• Task to complete
Will you restate verbatim the lines running from the line with "21V4h12l-3 4 3" to the end of the data, leaving out everything else?
● ● ● ● ●
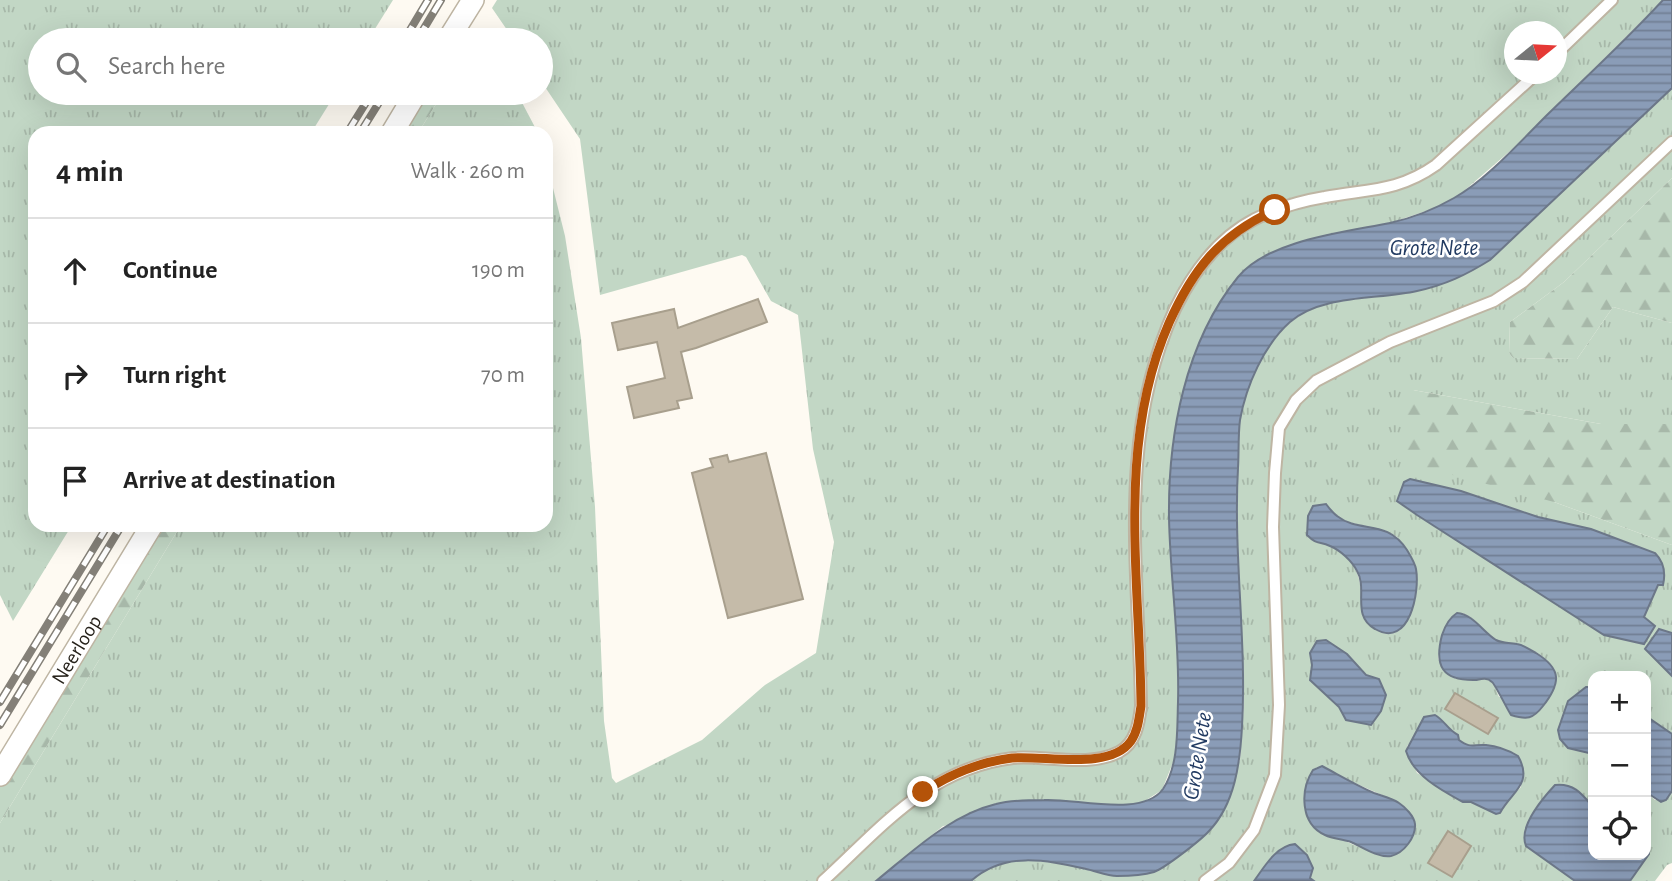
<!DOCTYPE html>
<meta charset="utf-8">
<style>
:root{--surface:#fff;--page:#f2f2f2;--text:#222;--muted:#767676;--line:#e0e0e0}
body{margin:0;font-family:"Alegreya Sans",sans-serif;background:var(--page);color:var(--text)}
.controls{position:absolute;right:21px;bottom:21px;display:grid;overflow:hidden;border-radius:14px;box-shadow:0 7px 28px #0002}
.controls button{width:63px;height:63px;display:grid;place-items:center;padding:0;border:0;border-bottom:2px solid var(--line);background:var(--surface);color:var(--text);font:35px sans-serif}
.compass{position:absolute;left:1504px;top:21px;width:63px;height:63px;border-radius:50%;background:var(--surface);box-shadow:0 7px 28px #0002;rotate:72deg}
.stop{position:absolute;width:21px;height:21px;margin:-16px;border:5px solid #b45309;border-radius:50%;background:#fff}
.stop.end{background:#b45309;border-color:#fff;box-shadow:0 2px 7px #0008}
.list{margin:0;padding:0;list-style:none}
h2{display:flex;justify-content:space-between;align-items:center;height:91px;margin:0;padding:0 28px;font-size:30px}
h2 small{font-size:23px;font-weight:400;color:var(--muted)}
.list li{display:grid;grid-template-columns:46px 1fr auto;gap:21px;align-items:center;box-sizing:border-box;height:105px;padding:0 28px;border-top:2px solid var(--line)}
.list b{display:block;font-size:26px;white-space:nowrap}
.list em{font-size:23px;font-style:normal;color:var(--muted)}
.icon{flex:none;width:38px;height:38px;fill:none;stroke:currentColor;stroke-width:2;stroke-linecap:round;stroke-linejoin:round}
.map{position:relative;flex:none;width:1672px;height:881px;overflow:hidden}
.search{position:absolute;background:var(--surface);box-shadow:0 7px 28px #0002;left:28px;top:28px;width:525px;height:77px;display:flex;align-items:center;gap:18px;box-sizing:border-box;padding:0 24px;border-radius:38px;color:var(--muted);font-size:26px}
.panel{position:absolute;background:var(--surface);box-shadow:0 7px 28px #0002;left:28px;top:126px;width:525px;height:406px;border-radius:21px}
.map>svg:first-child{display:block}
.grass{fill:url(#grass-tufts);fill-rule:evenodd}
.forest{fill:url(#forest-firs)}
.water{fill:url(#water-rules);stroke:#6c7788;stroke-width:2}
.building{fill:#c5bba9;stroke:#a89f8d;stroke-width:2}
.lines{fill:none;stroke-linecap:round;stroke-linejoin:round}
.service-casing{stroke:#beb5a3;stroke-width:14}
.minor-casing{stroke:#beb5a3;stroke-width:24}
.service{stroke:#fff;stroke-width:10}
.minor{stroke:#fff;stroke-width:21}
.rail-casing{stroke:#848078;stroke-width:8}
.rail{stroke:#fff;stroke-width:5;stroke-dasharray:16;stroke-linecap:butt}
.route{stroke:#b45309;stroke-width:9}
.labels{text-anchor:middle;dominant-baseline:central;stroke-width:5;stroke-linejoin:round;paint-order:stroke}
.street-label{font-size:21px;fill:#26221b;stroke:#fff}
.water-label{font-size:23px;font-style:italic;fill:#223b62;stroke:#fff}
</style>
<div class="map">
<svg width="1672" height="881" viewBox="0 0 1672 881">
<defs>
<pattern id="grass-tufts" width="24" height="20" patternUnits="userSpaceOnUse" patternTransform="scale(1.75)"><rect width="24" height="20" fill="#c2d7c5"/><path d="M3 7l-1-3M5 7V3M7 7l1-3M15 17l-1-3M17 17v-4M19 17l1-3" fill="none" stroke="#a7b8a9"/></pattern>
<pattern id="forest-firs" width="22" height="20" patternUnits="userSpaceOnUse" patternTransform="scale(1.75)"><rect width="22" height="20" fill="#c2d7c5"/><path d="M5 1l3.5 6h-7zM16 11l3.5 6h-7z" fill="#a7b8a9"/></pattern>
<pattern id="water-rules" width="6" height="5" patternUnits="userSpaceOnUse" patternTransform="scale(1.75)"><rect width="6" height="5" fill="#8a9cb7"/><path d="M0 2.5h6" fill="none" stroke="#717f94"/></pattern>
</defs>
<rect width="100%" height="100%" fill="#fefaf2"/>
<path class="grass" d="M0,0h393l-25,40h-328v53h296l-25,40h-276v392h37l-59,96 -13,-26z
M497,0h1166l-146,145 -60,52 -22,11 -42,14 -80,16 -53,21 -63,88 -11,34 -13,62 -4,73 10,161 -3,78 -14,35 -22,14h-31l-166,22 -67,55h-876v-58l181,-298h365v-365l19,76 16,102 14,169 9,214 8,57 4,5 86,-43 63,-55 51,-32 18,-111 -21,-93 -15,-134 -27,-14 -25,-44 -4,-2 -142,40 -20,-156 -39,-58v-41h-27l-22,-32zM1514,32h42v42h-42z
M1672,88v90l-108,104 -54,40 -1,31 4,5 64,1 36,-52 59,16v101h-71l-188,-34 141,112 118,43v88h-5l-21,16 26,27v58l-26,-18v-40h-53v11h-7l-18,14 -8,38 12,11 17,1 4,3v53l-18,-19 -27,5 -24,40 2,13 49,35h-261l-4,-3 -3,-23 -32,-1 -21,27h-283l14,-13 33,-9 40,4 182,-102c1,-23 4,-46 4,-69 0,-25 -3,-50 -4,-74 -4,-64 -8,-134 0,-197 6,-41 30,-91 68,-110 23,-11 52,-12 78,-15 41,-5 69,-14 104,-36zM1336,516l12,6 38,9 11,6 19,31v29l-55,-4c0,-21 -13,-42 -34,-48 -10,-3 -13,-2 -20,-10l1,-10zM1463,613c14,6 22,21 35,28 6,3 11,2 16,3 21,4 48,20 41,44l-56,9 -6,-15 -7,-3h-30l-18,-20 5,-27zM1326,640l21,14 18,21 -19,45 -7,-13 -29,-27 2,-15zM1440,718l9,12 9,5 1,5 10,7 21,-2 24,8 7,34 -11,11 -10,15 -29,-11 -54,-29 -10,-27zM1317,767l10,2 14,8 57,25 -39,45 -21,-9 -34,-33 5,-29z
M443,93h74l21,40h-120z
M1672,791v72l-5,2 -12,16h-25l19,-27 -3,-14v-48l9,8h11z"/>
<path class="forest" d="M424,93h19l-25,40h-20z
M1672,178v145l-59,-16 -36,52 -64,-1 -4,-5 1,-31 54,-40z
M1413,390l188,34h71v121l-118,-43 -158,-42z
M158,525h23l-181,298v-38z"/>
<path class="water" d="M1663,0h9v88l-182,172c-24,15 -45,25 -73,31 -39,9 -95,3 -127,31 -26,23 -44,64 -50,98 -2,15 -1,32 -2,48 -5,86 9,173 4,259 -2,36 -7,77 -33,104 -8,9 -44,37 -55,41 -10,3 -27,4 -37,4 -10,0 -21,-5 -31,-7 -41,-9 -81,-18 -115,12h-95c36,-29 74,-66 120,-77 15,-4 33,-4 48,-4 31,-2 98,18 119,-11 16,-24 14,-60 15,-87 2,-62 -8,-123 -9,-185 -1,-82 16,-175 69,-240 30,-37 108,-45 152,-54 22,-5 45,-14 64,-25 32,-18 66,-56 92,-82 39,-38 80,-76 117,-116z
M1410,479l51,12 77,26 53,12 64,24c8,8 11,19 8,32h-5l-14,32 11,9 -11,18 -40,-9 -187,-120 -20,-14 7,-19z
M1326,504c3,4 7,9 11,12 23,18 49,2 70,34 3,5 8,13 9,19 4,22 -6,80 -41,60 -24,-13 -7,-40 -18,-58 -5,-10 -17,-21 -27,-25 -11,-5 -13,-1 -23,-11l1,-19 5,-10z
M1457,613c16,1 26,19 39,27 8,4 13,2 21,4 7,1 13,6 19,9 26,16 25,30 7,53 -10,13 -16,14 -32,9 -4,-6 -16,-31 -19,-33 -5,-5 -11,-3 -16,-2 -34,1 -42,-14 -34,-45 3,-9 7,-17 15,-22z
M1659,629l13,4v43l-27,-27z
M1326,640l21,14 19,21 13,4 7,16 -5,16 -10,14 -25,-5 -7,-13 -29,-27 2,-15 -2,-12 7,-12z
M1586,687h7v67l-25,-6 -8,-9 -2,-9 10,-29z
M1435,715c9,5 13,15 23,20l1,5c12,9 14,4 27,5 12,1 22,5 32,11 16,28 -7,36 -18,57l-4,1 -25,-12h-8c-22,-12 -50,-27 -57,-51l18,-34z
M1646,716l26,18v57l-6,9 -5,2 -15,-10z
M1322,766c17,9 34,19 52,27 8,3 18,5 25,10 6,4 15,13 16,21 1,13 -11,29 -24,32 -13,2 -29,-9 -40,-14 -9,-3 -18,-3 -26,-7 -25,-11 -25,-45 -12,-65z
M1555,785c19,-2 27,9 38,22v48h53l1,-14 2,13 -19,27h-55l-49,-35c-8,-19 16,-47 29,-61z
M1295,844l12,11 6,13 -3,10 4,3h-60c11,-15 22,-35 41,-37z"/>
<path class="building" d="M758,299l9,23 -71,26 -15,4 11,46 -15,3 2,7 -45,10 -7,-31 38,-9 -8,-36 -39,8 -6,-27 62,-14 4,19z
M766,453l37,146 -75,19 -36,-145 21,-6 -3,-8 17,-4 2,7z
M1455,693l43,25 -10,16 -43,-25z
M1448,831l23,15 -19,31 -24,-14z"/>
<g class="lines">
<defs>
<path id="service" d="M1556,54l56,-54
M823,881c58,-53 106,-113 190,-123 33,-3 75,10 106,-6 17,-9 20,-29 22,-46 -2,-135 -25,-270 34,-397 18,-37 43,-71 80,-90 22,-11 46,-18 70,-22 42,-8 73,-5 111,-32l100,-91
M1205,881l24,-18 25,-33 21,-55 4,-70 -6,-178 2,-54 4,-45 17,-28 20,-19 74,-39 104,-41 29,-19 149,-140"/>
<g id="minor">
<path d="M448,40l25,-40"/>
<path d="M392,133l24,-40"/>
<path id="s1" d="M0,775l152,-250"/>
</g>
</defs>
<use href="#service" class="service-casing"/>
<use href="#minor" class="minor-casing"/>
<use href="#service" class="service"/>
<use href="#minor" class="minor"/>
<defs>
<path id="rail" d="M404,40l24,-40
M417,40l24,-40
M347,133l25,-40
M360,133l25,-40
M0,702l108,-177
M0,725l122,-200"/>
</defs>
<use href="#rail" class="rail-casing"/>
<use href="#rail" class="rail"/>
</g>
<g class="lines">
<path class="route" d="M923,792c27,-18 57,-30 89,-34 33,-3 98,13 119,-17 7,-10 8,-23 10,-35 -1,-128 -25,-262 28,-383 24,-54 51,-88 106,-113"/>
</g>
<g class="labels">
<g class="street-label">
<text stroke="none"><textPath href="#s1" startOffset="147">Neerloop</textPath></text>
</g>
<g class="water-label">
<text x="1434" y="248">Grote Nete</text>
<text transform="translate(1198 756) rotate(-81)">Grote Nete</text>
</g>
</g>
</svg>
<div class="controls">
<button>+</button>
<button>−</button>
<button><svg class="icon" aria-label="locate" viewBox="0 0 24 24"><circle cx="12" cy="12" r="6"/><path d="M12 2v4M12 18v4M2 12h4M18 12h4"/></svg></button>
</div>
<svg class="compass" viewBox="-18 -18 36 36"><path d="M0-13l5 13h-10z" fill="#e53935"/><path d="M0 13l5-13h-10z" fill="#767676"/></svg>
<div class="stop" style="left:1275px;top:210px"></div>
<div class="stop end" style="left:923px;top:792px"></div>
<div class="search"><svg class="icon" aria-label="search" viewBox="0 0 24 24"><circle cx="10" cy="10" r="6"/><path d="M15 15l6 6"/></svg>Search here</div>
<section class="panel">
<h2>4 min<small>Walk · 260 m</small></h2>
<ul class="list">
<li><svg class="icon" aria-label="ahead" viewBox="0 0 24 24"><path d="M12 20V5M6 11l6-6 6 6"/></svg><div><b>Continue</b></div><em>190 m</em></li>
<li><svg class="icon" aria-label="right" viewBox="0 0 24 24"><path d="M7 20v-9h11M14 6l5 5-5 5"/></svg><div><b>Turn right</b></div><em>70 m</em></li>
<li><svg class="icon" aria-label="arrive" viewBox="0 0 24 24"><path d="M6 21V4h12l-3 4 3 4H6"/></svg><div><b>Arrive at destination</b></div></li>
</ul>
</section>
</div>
● ● ● ● ●
• Response below
<li><svg class="icon" aria-label="arrive" viewBox="0 0 24 24"><path d="M6 21V4h12l-3 4 3 4H6"/></svg><div><b>Arrive at destination</b></div></li>
</ul>
</section>
</div>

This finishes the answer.